[Supplied data Boundary: Start]
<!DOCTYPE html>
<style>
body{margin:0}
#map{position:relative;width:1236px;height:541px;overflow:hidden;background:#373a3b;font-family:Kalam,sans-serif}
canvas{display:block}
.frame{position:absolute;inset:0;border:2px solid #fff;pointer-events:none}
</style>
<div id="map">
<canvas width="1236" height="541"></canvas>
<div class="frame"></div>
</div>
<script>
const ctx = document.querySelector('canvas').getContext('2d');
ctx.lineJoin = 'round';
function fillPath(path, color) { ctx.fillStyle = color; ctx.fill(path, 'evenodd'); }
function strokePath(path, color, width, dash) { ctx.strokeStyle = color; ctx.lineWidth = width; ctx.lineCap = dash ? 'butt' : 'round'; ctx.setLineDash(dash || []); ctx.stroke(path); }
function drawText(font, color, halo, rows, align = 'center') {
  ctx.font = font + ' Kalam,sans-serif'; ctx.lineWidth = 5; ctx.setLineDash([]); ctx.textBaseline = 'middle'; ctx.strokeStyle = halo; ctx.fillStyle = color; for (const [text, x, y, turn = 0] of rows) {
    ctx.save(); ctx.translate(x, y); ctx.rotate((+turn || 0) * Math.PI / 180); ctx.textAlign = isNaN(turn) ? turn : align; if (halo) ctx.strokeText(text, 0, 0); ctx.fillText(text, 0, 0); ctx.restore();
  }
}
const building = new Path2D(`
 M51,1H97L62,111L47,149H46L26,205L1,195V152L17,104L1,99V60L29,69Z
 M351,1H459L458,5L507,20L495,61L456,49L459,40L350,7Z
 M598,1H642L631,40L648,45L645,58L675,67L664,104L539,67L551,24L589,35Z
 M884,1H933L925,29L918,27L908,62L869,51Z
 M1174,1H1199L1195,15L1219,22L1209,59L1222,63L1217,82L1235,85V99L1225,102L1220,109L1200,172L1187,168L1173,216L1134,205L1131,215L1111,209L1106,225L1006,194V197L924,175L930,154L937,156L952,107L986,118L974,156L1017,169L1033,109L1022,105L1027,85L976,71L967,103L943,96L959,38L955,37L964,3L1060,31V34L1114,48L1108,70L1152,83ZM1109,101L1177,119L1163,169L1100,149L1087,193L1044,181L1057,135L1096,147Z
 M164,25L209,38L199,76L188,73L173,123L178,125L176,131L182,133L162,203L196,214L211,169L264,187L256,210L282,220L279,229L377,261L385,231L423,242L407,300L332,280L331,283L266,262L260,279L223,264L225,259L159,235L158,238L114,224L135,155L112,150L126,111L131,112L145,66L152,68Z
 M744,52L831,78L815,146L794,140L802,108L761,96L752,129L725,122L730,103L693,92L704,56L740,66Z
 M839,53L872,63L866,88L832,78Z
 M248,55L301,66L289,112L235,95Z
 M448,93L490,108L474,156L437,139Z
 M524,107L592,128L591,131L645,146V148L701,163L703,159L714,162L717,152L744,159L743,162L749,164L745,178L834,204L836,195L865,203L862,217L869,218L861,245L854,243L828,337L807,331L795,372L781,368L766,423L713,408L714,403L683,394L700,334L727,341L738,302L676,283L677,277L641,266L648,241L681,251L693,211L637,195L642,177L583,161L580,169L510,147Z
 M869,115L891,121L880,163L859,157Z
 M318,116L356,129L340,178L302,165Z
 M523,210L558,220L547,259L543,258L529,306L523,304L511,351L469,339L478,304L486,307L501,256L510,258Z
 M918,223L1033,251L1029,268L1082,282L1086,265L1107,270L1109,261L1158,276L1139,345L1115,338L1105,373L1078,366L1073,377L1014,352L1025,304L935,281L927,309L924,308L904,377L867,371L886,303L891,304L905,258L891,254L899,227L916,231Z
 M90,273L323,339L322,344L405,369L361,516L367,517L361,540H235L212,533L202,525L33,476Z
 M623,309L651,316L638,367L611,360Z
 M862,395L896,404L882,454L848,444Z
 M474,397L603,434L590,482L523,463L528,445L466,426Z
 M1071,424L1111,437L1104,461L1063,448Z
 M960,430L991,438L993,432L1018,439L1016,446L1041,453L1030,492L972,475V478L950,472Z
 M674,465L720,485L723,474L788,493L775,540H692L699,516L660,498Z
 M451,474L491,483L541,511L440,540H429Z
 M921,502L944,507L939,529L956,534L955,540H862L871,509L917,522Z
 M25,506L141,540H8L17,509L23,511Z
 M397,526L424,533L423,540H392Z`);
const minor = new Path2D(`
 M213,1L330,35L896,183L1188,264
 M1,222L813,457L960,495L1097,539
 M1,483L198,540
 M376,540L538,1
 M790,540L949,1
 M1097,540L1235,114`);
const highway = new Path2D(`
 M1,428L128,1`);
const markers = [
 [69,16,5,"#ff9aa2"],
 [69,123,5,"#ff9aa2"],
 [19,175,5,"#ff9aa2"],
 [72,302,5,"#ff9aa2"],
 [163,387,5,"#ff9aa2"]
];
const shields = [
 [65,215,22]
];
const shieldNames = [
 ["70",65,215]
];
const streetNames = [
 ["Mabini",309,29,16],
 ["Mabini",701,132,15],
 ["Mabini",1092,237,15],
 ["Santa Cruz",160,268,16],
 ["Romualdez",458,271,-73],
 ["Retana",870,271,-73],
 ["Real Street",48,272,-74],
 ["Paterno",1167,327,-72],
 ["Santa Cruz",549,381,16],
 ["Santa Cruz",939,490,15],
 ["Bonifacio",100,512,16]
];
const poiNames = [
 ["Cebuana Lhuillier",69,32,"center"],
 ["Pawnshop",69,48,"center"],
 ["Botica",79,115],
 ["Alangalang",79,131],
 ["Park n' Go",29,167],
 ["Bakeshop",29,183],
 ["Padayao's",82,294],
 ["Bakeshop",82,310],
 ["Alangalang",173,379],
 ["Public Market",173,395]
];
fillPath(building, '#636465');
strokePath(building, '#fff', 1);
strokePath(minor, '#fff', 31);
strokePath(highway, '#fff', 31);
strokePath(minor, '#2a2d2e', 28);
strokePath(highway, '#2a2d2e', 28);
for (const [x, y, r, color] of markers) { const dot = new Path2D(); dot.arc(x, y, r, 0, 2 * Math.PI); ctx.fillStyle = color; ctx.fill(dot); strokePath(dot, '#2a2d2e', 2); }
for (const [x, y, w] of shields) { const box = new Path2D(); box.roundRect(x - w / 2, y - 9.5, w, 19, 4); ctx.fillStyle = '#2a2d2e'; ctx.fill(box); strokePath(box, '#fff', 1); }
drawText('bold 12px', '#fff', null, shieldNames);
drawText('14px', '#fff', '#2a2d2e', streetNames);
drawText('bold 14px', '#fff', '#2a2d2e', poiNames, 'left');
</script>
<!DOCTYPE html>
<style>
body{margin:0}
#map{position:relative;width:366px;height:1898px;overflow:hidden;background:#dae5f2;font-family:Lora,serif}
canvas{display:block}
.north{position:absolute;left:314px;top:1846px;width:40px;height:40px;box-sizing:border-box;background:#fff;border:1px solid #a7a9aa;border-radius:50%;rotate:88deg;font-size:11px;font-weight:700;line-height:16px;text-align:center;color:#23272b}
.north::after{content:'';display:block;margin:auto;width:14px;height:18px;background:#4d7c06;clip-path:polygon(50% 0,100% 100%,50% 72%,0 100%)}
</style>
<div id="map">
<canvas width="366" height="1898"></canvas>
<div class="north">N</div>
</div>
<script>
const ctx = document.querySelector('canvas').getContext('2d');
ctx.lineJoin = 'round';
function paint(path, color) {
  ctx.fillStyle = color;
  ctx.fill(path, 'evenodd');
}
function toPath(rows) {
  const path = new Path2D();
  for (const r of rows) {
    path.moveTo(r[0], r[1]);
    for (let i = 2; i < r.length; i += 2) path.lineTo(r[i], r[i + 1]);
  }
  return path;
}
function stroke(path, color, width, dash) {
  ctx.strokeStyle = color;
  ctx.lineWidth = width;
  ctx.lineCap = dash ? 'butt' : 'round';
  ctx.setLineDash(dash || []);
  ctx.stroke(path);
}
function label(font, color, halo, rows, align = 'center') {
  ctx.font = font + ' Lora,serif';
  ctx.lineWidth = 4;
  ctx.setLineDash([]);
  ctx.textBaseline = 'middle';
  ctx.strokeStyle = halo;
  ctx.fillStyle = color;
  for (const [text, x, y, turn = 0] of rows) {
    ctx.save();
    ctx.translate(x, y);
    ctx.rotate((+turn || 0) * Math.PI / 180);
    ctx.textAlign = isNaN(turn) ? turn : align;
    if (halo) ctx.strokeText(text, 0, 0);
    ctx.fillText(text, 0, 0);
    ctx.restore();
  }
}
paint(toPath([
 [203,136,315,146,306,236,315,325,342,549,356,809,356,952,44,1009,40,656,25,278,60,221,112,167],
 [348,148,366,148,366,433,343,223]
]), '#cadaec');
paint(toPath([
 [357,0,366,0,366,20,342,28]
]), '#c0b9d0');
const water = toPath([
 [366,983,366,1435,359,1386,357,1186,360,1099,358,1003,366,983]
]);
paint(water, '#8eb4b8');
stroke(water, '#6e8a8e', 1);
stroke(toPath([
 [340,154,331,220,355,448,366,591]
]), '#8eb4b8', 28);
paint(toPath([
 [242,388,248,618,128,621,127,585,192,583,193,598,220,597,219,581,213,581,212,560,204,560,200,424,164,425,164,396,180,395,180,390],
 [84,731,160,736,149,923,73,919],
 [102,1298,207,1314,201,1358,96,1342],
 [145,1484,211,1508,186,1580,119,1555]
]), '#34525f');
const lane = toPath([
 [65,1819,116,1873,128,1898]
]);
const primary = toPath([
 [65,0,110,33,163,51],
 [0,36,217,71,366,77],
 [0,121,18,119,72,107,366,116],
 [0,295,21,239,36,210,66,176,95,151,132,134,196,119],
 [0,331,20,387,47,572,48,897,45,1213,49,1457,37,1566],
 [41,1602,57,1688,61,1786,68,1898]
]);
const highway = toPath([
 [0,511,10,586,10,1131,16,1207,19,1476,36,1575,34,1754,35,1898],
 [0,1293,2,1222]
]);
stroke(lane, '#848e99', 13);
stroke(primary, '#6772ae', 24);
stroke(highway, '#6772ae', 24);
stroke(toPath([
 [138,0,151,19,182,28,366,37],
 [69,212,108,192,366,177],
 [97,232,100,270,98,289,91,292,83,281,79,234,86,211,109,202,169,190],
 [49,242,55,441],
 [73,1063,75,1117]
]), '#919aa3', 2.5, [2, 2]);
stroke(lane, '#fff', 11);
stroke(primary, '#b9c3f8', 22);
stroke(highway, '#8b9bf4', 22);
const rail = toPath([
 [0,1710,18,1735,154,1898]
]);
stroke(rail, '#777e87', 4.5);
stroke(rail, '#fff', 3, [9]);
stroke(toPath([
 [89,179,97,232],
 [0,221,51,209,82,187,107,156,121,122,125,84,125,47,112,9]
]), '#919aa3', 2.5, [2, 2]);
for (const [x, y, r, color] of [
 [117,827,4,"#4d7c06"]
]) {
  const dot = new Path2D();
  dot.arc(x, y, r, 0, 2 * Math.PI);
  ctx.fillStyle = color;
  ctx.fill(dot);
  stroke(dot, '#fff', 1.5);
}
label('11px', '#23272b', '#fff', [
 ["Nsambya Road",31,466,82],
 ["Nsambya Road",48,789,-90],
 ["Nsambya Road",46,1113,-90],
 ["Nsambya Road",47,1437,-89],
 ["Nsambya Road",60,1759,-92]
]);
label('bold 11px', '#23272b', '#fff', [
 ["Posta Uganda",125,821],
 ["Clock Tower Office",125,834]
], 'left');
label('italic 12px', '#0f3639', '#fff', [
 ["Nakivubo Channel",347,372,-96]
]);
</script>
[Supplied data Boundary: End]
* [Exercise objective] Return all lines of the data in which the string "function" appears.

* [Response]
function fillPath(path, color) { ctx.fillStyle = color; ctx.fill(path, 'evenodd'); }
function strokePath(path, color, width, dash) { ctx.strokeStyle = color; ctx.lineWidth = width; ctx.lineCap = dash ? 'butt' : 'round'; ctx.setLineDash(dash || []); ctx.stroke(path); }
function drawText(font, color, halo, rows, align = 'center') {
function paint(path, color) {
function toPath(rows) {
function stroke(path, color, width, dash) {
function label(font, color, halo, rows, align = 'center') {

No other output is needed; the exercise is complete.